PROBLEM — Through the line with "height:16px; margin:-8px; padding:0" and starting from the first line, return the records below word for word, with pictures left out.

RECORDS SUPPLIED —
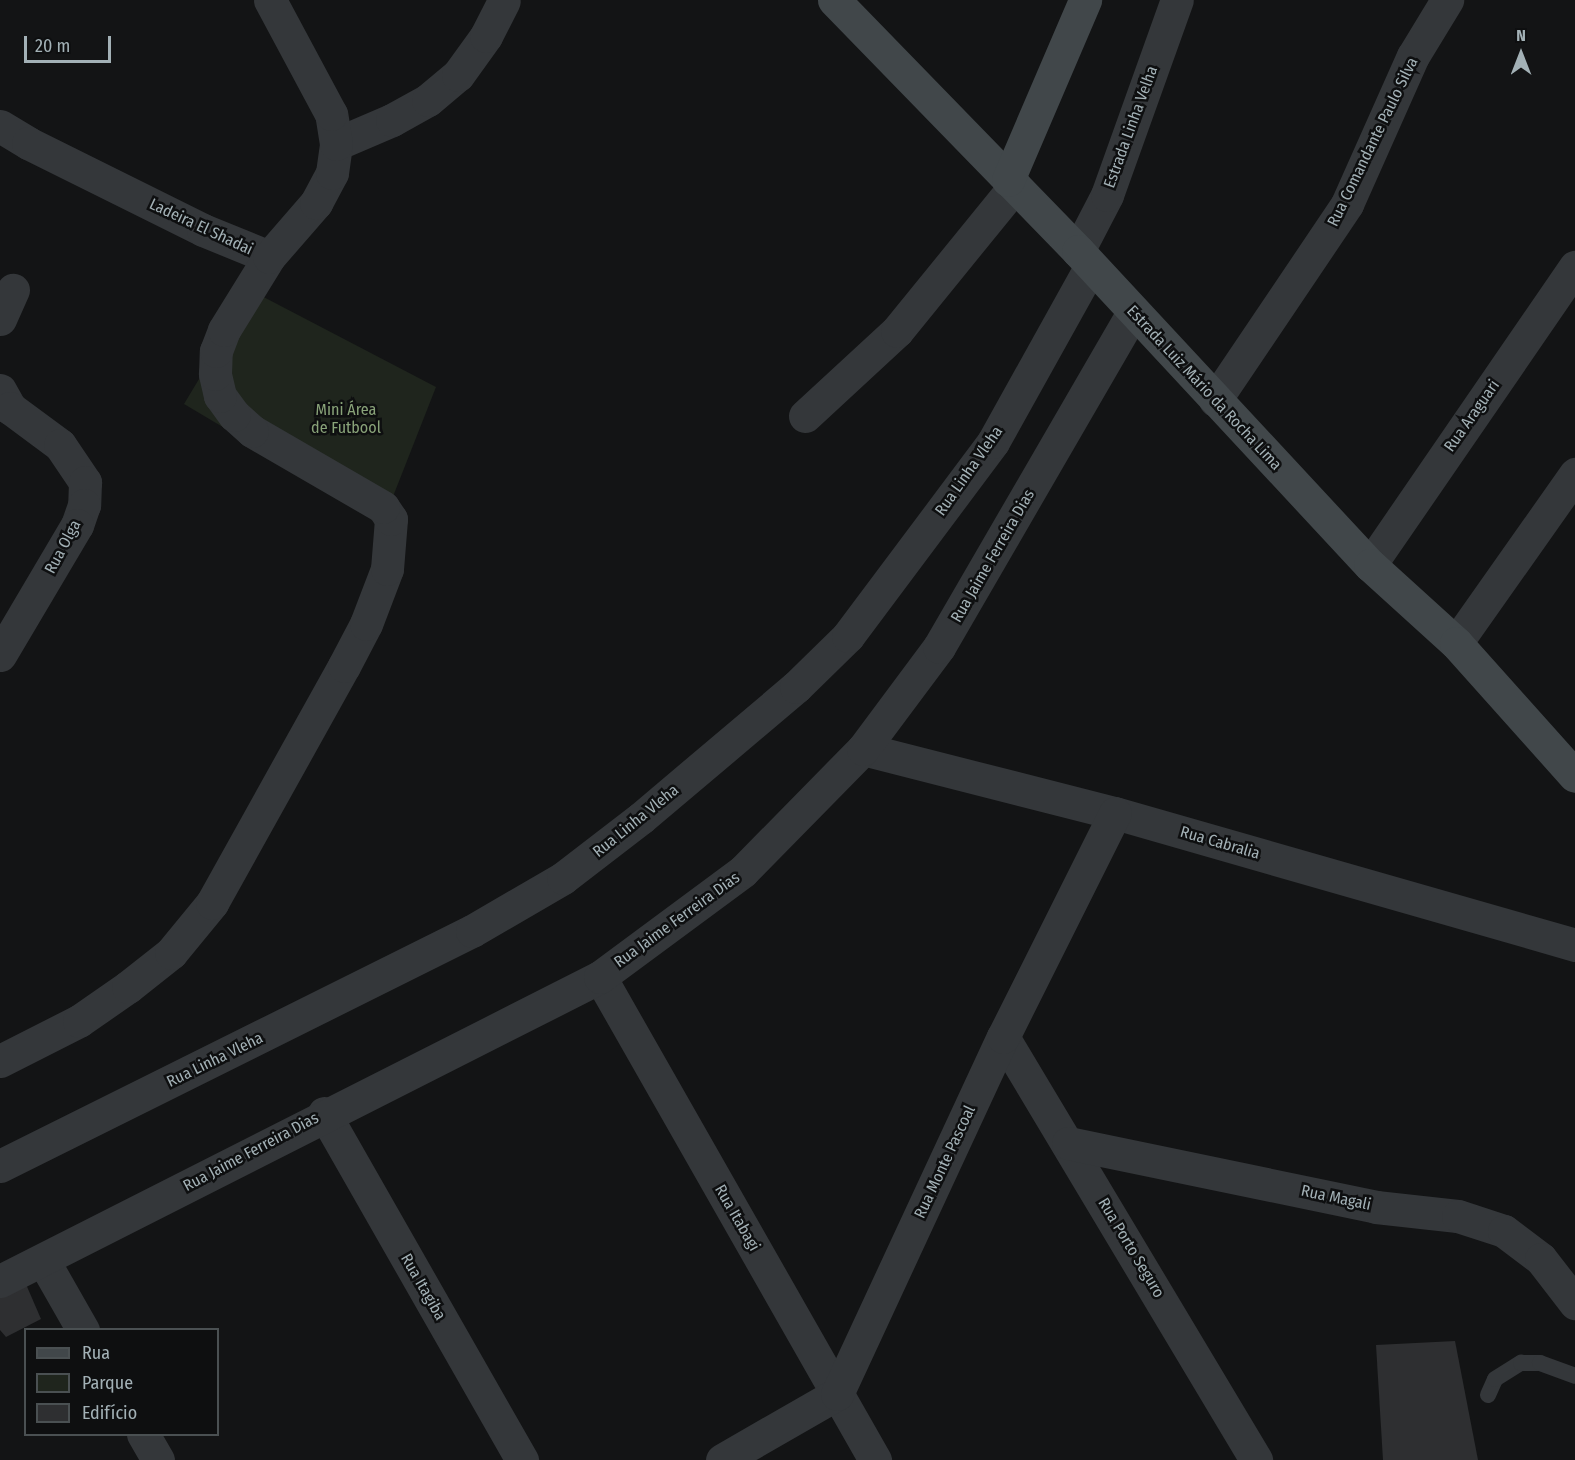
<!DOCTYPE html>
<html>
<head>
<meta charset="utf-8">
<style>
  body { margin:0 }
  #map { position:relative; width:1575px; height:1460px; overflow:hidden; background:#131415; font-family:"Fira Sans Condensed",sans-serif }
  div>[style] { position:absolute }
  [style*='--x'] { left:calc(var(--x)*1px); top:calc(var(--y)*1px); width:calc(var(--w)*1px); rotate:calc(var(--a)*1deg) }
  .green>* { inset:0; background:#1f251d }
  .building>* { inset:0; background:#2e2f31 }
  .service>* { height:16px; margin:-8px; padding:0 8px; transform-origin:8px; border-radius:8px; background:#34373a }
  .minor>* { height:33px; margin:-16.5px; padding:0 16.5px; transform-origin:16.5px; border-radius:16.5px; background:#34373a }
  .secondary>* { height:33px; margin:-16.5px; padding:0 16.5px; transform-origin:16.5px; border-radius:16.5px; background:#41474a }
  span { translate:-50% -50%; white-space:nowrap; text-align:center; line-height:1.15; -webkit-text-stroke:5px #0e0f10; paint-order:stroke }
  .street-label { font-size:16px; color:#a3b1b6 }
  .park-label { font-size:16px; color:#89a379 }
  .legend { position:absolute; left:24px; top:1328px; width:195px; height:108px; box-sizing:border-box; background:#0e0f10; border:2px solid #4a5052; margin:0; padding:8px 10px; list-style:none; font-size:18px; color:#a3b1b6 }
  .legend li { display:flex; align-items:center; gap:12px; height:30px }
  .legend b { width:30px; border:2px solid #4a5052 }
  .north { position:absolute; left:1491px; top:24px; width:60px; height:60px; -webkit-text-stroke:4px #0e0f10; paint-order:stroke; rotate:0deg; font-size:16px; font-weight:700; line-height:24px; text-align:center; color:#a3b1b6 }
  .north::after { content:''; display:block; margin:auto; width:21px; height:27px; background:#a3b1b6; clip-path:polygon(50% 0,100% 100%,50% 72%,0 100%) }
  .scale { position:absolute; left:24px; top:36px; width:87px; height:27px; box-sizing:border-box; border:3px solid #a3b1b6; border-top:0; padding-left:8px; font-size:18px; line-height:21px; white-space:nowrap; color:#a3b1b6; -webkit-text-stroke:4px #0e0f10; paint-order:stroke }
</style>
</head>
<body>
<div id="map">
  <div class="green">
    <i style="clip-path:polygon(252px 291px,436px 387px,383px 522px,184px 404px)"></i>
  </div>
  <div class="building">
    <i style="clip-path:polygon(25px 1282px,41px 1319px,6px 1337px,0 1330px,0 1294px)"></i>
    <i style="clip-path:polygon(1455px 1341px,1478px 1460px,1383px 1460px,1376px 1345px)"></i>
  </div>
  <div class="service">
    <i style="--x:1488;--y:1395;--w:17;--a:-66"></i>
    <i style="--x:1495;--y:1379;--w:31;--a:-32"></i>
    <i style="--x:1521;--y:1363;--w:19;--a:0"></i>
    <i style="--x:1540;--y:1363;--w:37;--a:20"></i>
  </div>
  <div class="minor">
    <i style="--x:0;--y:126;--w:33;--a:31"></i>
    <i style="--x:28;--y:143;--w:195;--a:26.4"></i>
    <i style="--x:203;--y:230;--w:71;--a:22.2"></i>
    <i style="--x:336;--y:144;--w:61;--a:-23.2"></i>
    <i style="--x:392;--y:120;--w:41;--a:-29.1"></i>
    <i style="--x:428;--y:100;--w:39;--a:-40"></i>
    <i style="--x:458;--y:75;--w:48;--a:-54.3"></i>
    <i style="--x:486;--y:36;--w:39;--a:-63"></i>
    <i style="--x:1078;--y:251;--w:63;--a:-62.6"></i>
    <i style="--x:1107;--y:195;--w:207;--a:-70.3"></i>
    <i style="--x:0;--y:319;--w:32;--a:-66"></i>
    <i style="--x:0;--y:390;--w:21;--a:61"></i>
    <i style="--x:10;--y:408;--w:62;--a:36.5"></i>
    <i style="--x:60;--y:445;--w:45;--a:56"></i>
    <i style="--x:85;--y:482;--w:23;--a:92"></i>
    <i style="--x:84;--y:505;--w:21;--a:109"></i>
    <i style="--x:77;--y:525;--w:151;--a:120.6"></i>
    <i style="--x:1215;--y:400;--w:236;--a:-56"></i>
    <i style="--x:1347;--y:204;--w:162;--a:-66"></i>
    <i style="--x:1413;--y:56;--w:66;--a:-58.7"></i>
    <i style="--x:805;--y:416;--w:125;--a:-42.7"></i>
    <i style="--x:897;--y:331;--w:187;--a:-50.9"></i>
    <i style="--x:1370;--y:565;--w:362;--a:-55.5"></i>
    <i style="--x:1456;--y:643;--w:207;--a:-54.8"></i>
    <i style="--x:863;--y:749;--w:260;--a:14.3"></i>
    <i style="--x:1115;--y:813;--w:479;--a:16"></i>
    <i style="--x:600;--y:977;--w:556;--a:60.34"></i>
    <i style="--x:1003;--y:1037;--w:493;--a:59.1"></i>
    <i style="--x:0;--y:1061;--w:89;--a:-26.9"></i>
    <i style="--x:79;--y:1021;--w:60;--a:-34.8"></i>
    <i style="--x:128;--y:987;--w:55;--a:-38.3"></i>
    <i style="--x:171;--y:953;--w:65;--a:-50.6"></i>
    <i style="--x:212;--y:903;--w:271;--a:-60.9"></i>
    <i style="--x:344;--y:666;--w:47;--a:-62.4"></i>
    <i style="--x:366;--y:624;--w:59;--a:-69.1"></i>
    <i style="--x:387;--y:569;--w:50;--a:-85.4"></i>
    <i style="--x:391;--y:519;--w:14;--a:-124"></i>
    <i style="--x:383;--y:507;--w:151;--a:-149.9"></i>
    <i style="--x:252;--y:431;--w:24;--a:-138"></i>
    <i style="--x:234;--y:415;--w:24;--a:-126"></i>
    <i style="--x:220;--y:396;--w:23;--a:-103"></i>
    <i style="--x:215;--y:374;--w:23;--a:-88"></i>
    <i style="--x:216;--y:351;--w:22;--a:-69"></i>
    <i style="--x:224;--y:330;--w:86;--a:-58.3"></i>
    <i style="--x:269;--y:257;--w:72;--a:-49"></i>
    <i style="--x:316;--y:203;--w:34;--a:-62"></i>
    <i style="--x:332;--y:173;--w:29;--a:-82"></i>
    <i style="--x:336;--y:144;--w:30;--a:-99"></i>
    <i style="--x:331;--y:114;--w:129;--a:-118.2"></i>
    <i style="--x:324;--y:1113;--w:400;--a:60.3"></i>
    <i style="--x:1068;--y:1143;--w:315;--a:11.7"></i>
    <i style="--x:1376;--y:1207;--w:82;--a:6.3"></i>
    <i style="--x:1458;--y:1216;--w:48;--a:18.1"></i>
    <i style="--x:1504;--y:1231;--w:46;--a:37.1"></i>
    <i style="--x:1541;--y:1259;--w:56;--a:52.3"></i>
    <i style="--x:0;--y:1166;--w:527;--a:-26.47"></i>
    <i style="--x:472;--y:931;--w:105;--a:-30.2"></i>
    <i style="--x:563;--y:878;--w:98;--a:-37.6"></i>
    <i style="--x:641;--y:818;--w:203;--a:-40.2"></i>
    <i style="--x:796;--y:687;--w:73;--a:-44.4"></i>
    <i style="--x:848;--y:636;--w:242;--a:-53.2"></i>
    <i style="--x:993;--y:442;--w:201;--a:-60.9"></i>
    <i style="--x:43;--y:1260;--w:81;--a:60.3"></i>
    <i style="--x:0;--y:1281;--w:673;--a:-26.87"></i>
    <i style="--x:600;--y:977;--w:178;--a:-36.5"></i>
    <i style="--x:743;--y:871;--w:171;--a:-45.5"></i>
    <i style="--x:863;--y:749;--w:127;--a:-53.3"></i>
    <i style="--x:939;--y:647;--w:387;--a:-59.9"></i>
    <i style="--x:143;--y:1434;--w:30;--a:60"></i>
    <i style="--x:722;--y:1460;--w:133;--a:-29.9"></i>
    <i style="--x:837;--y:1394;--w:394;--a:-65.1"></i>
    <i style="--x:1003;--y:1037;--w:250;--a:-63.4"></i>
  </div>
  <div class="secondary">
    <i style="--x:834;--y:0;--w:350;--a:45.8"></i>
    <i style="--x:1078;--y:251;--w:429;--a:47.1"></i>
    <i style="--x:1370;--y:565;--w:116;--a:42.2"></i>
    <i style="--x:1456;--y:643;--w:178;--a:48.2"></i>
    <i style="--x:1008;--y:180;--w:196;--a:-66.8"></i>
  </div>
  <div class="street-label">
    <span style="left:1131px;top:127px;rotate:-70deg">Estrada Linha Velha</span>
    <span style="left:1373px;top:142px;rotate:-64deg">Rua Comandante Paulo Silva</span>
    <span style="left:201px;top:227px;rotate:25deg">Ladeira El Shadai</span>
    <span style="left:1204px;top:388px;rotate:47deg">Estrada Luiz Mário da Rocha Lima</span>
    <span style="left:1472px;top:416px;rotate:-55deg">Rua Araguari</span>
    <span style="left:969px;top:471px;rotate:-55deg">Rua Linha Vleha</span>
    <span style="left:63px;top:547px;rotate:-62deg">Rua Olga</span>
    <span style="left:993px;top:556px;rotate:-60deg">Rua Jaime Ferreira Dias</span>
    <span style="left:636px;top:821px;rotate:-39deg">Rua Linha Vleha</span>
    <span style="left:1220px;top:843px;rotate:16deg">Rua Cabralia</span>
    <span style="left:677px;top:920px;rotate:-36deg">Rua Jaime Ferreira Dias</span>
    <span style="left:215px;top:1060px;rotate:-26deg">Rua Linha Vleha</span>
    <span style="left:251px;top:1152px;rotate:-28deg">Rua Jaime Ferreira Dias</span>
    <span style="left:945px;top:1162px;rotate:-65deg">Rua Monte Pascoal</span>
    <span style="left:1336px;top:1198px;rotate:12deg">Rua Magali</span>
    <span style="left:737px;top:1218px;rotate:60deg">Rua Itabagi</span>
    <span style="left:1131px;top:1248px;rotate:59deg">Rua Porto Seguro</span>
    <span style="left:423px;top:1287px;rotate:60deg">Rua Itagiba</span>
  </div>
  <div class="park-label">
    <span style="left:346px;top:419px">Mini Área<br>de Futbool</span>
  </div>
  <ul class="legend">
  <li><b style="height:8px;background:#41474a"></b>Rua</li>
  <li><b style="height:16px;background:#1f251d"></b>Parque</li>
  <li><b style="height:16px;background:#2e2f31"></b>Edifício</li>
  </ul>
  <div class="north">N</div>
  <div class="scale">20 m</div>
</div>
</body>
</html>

RESULT OF THIS EXERCISE —
<!DOCTYPE html>
<html>
<head>
<meta charset="utf-8">
<style>
  body { margin:0 }
  #map { position:relative; width:1575px; height:1460px; overflow:hidden; background:#131415; font-family:"Fira Sans Condensed",sans-serif }
  div>[style] { position:absolute }
  [style*='--x'] { left:calc(var(--x)*1px); top:calc(var(--y)*1px); width:calc(var(--w)*1px); rotate:calc(var(--a)*1deg) }
  .green>* { inset:0; background:#1f251d }
  .building>* { inset:0; background:#2e2f31 }
  .service>* { height:16px; margin:-8px; padding:0 8px; transform-origin:8px; border-radius:8px; background:#34373a }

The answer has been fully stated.